At first glance, these numbers appear to tell a clear story. They suggest scale, patterns and geography. But a closer look reveals something more troubling. These figures do not measure the prevalence of abuse. They reflect what gets reported, what reaches the medias and what the system allows to become visible.

The Punjab’s dominance in reported cases is often explained by its population size. That is partly true. But population alone does not explain why such a disproportionate share of cases emerges from one province. A more uncomfortable question follows. Is the Punjab experiencing higher levels of risk for children, or simply greater visibility in terms of reporting and media coverage? If the latter is even partly true, then the lower numbers from other provinces may reflect silence rather than safety. This points to disparities not only in reporting, but also in access to services and institutional responsiveness across regions.

The data also unsettles another assumption. Child sexual abuse is often framed as a problem that primarily affects girls. While girls do make up a slightly higher proportion, the numbers show that boys account for nearly half of the reported victims. This is not a marginal issue. It points to a persistent blind spot in public discourse and policy responses, where abuse of boys remains underacknowledged and underreported.

If the picture painted by media reports is incomplete, official data does not resolve the confusion. The National Commission on the Rights of the Child, in its State of Children in Pakistan 2024, reported 21,987 cases of child sexual violence offences recorded under the Pakistan Penal Code in a single year, based on data from provincial Police Departments. Of these, nearly 79 per cent of the victims were girls, highlighting a stark divergence from the media-reported pattern.

The divergence between these data sets is not a technical detail. It reflects a deep institutional problem. Pakistan still lacks a unified and reliable system to record, track and analyse cases of child sexual abuse. Different institutions generate different numbers, based on different methodologies, with limited coordination between them. As a result, the country lacks a clear and credible picture of the scale of abuse. Without that, policy responses remain reactive and inconsistent.

This is not a new concern. In its 2026 Concluding Observations, the UN Committee on the Rights of the Child called on Pakistan to strengthen its child protection systems, ensure child-friendly reporting mechanisms and adopt a coordinated approach to responding to violence against children. The recommendations are not abstract. They speak directly to the gaps that are visible in data and practice.

The National Commission on the Rights of the Child has similarly emphasised the need for a coordinated, multi-sectoral response, stronger data systems and institutional accountability. These recommendations echo long-standing gaps. The issue is no longer identifying solutions, but ensuring their consistent and effective implementation.

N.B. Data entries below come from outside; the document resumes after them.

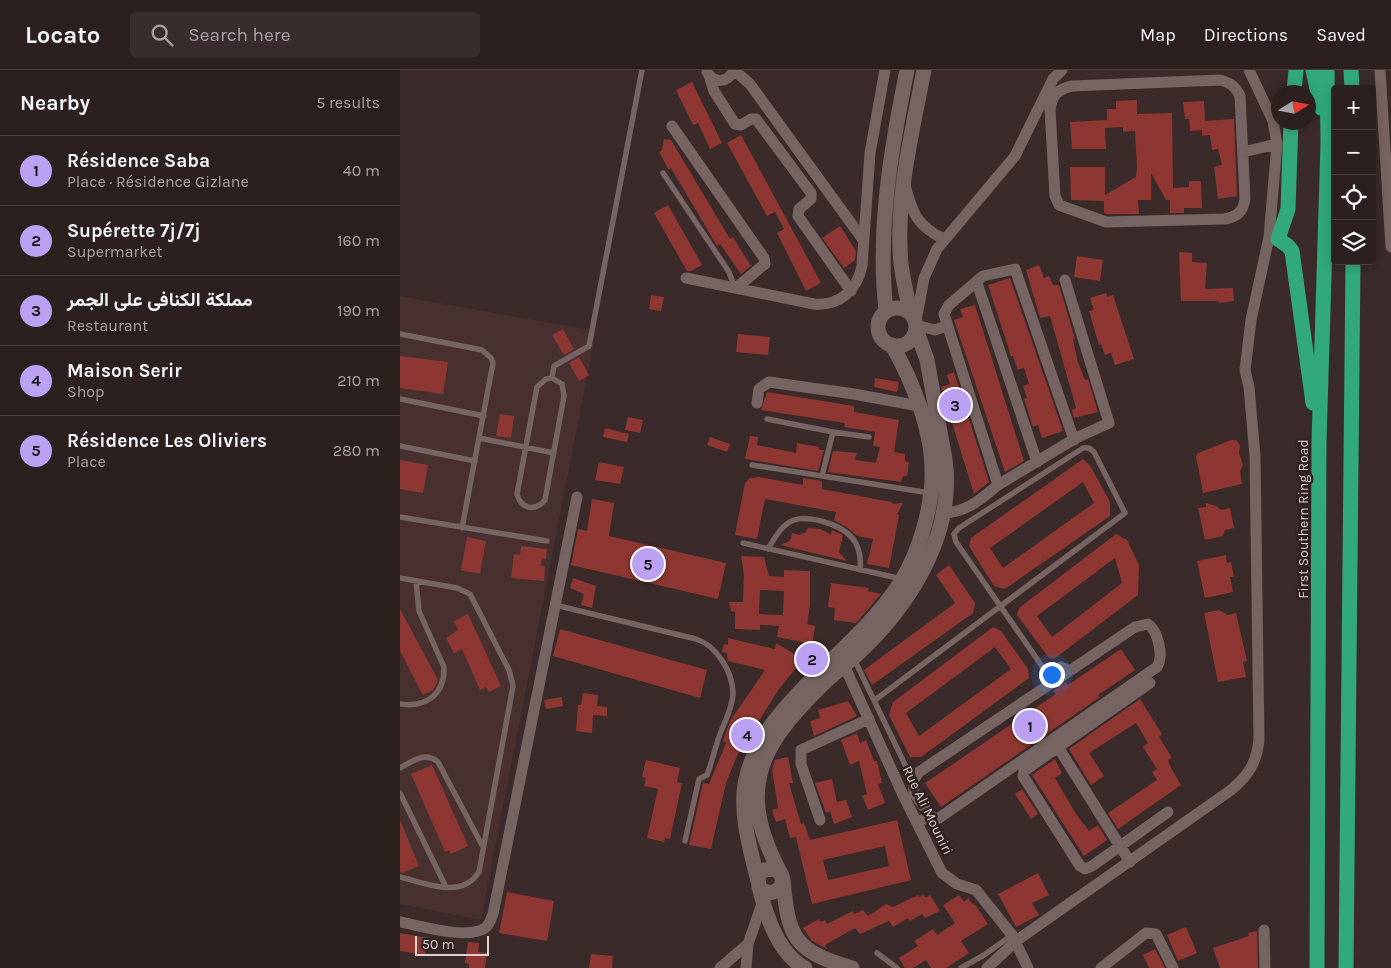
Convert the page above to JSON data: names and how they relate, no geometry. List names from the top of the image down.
{
  "streets": {
    "highway": ["First Southern Ring Road"],
    "street": ["Rue Ali Mouniri"]
  },
  "scale_bar": "50 m",
  "north": "right",
  "page": {
    "header": "Locato",
    "search": "Search here",
    "nav": ["Map", "Directions", "Saved"],
    "heading": ["Nearby", "5 results"],
    "map_buttons": ["+", "−"],
    "list": [
      {
        "mark": "1",
        "name": "Résidence Saba",
        "note": "Place · Résidence Gizlane",
        "value": "40 m"
      },
      {
        "mark": "2",
        "name": "Supérette 7j/7j",
        "note": "Supermarket",
        "value": "160 m"
      },
      {
        "mark": "3",
        "name": "مملكة الكنافى على الجمر",
        "note": "Restaurant",
        "value": "190 m"
      },
      {
        "mark": "4",
        "name": "Maison Serir",
        "note": "Shop",
        "value": "210 m"
      },
      {
        "mark": "5",
        "name": "Résidence Les Oliviers",
        "note": "Place",
        "value": "280 m"
      }
    ],
    "pins": [
      "3",
      "5",
      "2",
      "1",
      "4"
    ],
    "scale": "50 m"
  }
}
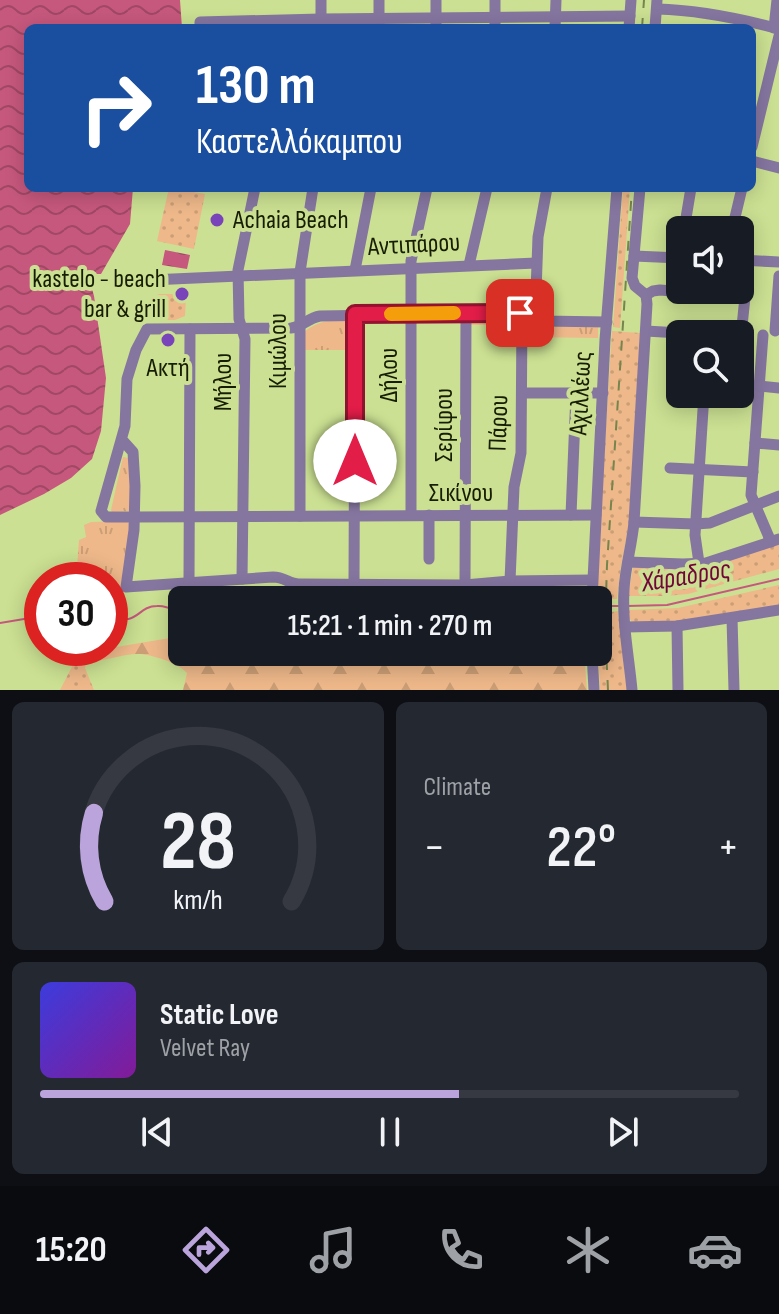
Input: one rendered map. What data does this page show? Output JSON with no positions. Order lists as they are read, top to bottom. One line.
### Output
{"streets":{"street":["Αντιπάρου","Κιμώλου","Δήλου","Μήλου","Αχιλλέως","Πάρου","Σερίφου","Σικίνου"]},"crossings":[["Αντιπάρου","Κιμώλου"],["Αντιπάρου","Δήλου"],["Αντιπάρου","Μήλου"],["Κιμώλου","Σικίνου"],["Δήλου","Σικίνου"],["Μήλου","Σικίνου"],["Αχιλλέως","Σικίνου"],["Πάρου","Σικίνου"],["Σερίφου","Σικίνου"]],"water":["Χάραδρος"],"places":["Achaia Beach","kastelo - beach bar & grill","Ακτή"],"page":{"turn":["130 m","Καστελλόκαμπου"],"limit":"30","trip":"15:21 · 1 min · 270 m","tile":"Climate","heat":["−","22°","+"],"song":["Static Love","Velvet Ray"],"tabs":"15:20","gauge":["28","km/h"]}}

Pakistan is not short of laws or policy frameworks. The challenge lies in how they are implemented. Responses to child sexual abuse remain fragmented across departments, provinces and institutions. This lack of coordination is compounded by the absence of a single entity clearly accountable for outcomes. There is no consistent prevention strategy that operates nationwide. Critically, there is no standardised case management and referral system to ensure that a child is supported from the moment of disclosure through investigation, prosecution and recovery and rehabilitation. Existing legal provisions also require meaningful operationalisation. Mechanisms such as Anti-Rape Crisis Cells, provided for under the Anti-Rape Trial and Investigation Act, are intended to ensure immediate and coordinated responses, including medical examination, evidence collection and registration of cases. In practice, they continue to face uneven implementation and limited functionality. Existing legal provisions already recognise the need for victim-centred support, including the role of independent support advisers to assist survivors through legal proceedings and reduce the risk of re-traumatisation. Uneven implementation continues to limit the effectiveness of such mechanisms, reflecting a wide gap between legal intent and institutional practice.

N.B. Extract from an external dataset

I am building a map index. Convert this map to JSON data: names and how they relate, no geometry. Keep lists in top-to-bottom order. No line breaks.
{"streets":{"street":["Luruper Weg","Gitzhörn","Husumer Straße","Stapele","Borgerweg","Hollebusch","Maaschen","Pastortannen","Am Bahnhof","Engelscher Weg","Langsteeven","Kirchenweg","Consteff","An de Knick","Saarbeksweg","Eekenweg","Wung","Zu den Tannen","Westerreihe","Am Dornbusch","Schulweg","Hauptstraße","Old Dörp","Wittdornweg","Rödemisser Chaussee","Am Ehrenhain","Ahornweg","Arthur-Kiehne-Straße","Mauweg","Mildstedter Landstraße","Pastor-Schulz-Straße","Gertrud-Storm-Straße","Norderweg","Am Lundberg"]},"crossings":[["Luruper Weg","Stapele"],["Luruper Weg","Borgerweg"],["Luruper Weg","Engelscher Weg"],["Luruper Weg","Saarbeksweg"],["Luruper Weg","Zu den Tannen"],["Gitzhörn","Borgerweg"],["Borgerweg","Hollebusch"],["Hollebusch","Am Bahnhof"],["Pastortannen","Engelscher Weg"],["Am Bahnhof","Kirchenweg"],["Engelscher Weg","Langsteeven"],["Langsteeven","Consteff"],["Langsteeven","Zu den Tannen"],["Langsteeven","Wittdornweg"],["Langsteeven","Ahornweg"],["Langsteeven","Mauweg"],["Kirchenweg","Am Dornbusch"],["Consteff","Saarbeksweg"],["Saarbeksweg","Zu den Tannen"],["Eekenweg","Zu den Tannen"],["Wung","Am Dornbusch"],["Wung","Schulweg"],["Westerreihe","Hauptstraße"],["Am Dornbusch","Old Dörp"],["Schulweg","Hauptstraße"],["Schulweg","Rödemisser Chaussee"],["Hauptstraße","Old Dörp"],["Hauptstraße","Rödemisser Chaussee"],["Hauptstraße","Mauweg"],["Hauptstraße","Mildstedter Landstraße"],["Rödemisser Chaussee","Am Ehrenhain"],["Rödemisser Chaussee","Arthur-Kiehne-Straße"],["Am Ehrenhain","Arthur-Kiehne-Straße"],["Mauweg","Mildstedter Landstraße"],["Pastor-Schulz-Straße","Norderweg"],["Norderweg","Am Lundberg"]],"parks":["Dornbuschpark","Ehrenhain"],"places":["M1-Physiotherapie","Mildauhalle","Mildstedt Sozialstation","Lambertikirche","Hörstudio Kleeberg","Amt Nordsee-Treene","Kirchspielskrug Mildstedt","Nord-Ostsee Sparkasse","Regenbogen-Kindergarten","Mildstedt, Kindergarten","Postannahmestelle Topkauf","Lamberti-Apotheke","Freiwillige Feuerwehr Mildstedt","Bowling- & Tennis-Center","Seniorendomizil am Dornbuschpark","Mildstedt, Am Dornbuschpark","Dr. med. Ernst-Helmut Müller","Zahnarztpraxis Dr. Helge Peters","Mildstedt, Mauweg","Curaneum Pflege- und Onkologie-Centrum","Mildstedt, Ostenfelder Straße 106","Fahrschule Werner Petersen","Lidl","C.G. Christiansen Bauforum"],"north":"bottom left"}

In practice, this means that the outcome of a case often depends on where it is reported and who handles it. A child may encounter police officers without specialised training, medical procedures that are not child sensitive and legal processes that are slow and intimidating. Coordination between these actors is often weak, increasing the risk of re-trauma and cases failing to move forward. Reporting a case is only the first step. What follows is often uncertain and uneven. Weak investigations, delays in prosecution and low conviction outcomes continue to undermine accountability and deterrence, further reinforcing systemic weaknesses in response.

The persistence of child sexual abuse in Pakistan is not simply a failure of awareness or social attitudes. It is, at its core, a reflection of systemic gaps. As long as prevention remains ad hoc and response mechanisms remain fragmented, the numbers will continue to fluctuate without meaningful decline.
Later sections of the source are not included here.